# [Work order]
In how many lines of the data does the word "Kara" appear? Give the number by itself.

Saved entries:

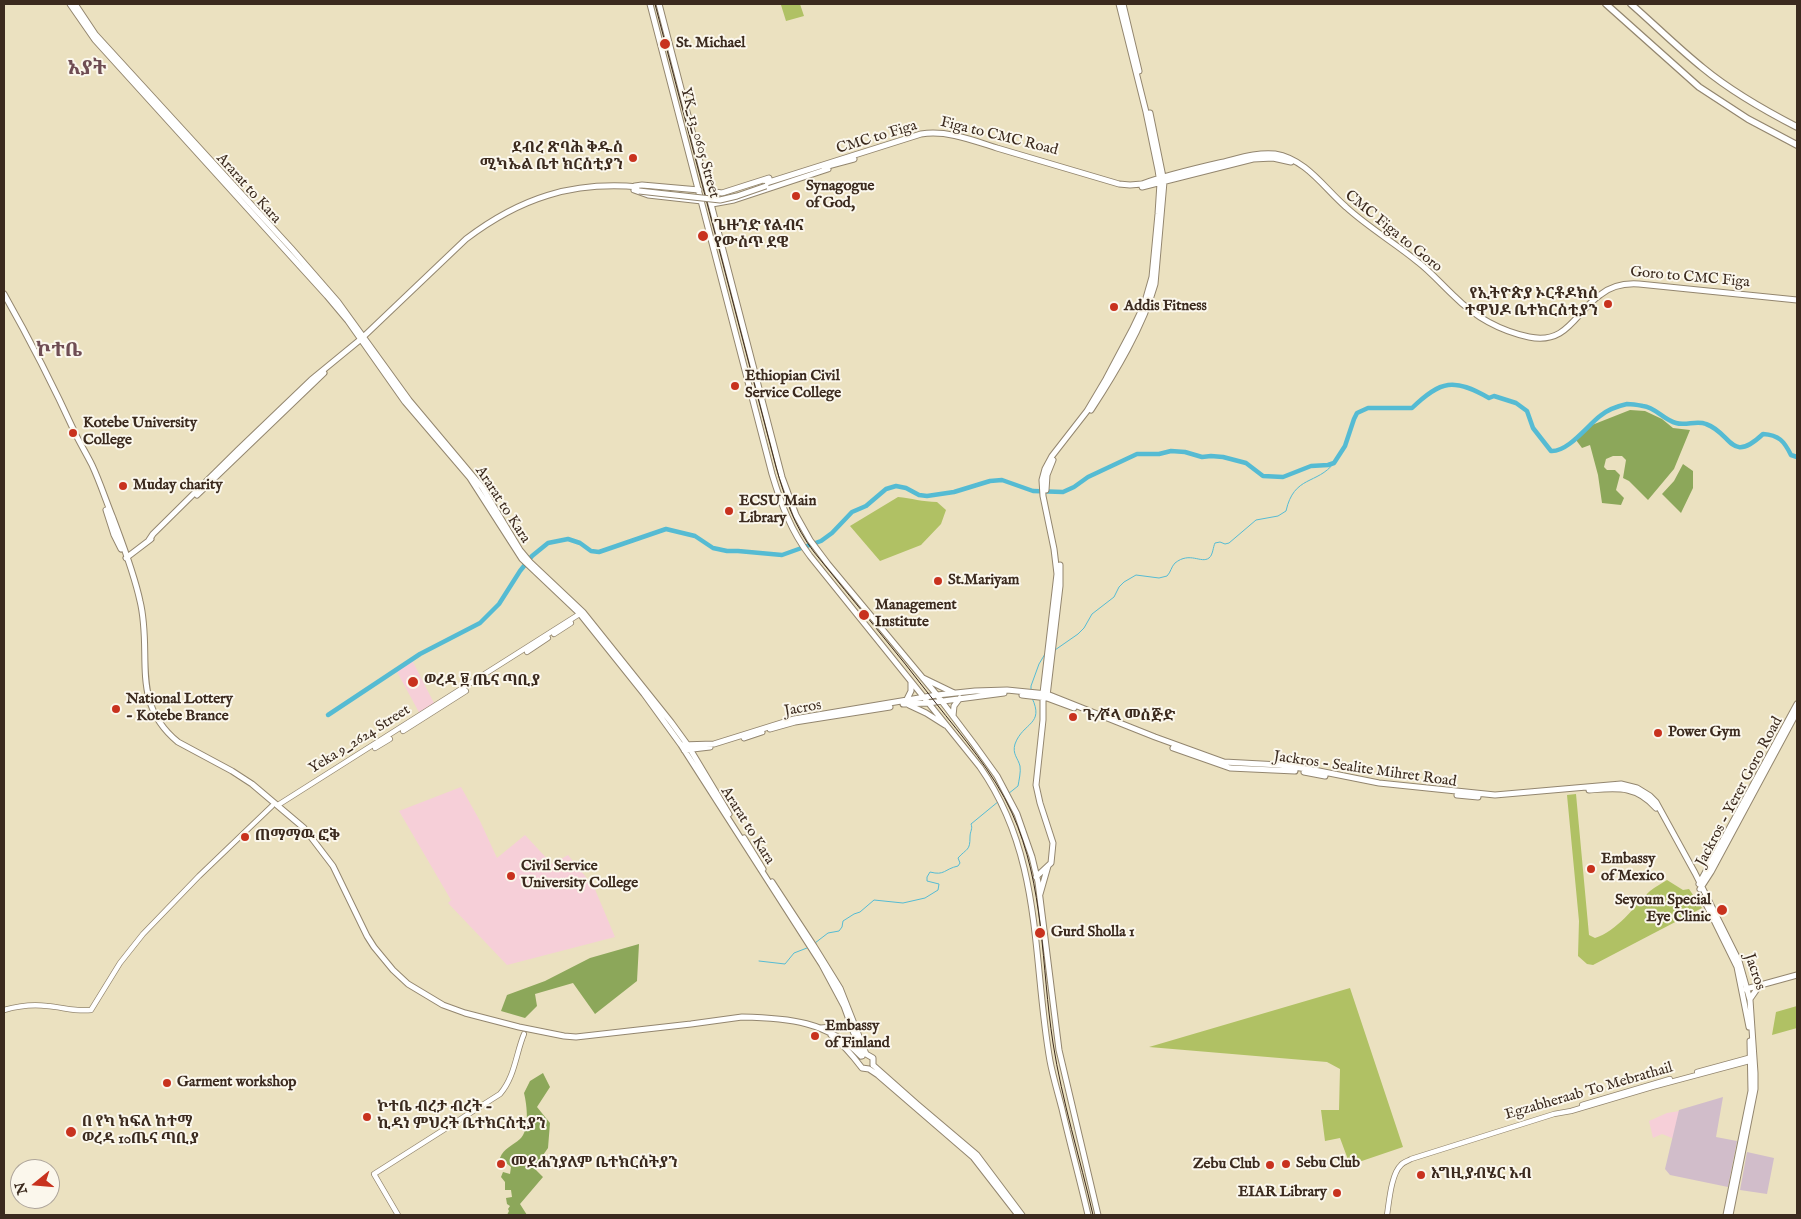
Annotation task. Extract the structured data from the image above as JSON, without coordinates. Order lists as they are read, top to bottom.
{
  "streets": {
    "main road": [
      "Figa to CMC Road",
      "CMC to Figa",
      "YK_13_0605 Street",
      "Ararat to Kara",
      "CMC Figa to Goro",
      "Goro to CMC Figa",
      "Jacros",
      "Yeka 9_2624 Street",
      "Jackros - Sealite Mihret Road",
      "Jackros - Yerer Goro Road",
      "Egzabheraab To Mebrathail"
    ]
  },
  "crossings": [
    ["Figa to CMC Road", "CMC to Figa"],
    ["Figa to CMC Road", "CMC Figa to Goro"],
    ["CMC to Figa", "CMC Figa to Goro"],
    ["YK_13_0605 Street", "Jacros"],
    ["Ararat to Kara", "Jacros"],
    ["Ararat to Kara", "Yeka 9_2624 Street"],
    ["CMC Figa to Goro", "Goro to CMC Figa"],
    ["Jacros", "Jackros - Sealite Mihret Road"],
    ["Jacros", "Jackros - Yerer Goro Road"],
    ["Jacros", "Egzabheraab To Mebrathail"],
    ["Jackros - Sealite Mihret Road", "Jackros - Yerer Goro Road"]
  ],
  "districts": ["አያት", "ኮተቤ"],
  "places": [
    "St. Michael",
    "ደብረ ጽባሕ ቅዱስ ሚካኤል ቤተ ክርስቲያን",
    "Synagogue of God,",
    "ጌዙንድ የልብና የውስጥ ደዌ",
    "የኢትዮጵያ ኦርቶዶክስ ተዋህዶ ቤተክርስቲያን",
    "Addis Fitness",
    "Ethiopian Civil Service College",
    "Kotebe University College",
    "Muday charity",
    "ECSU Main Library",
    "St.Mariyam",
    "Management Institute",
    "ወረዳ ፱ ጤና ጣቢያ",
    "National Lottery - Kotebe Brance",
    "ጉ/ሾላ መስጅድ",
    "Power Gym",
    "ጠማማዉ ፎቅ",
    "Embassy of Mexico",
    "Civil Service University College",
    "Seyoum Special Eye Clinic",
    "Gurd Sholla 1",
    "Embassy of Finland",
    "Garment workshop",
    "ኮተቤ ብረታ ብረት - ኪዳነ ምህረት ቤተክርስቲያን",
    "በ የካ ክፍለ ከተማ ወረዳ 10ጤና ጣቢያ",
    "መደሐንያለም ቤተክርስትያን",
    "Sebu Club",
    "Zebu Club",
    "እግዚያብሄር አብ",
    "EIAR Library"
  ],
  "north": "left"
}
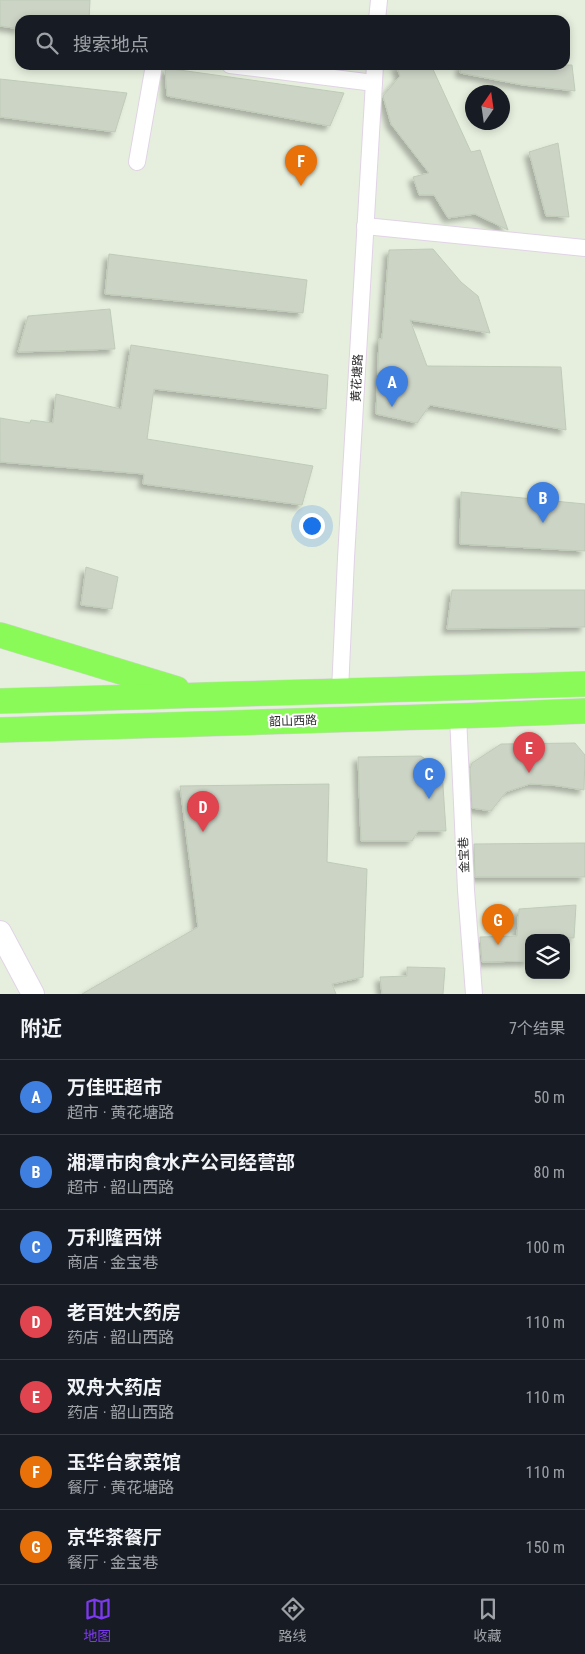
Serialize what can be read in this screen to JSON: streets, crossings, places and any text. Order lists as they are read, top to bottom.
{
  "streets": {
    "main road": ["韶山西路"],
    "street": ["黄花塘路", "金宝巷"]
  },
  "crossings": [
    ["韶山西路", "金宝巷"]
  ],
  "north": "top",
  "page": {
    "search": "搜索地点",
    "pins": [
      "F",
      "A",
      "B",
      "E",
      "C",
      "D",
      "G"
    ],
    "heading": ["附近", "7个结果"],
    "list": [
      {
        "mark": "A",
        "name": "万佳旺超市",
        "note": "超市 · 黄花塘路",
        "value": "50 m"
      },
      {
        "mark": "B",
        "name": "湘潭市肉食水产公司经营部",
        "note": "超市 · 韶山西路",
        "value": "80 m"
      },
      {
        "mark": "C",
        "name": "万利隆西饼",
        "note": "商店 · 金宝巷",
        "value": "100 m"
      },
      {
        "mark": "D",
        "name": "老百姓大药房",
        "note": "药店 · 韶山西路",
        "value": "110 m"
      },
      {
        "mark": "E",
        "name": "双舟大药店",
        "note": "药店 · 韶山西路",
        "value": "110 m"
      },
      {
        "mark": "F",
        "name": "玉华台家菜馆",
        "note": "餐厅 · 黄花塘路",
        "value": "110 m"
      },
      {
        "mark": "G",
        "name": "京华茶餐厅",
        "note": "餐厅 · 金宝巷",
        "value": "150 m"
      }
    ],
    "nav": ["地图", "路线", "收藏"]
  }
}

# [Exercise answer]
3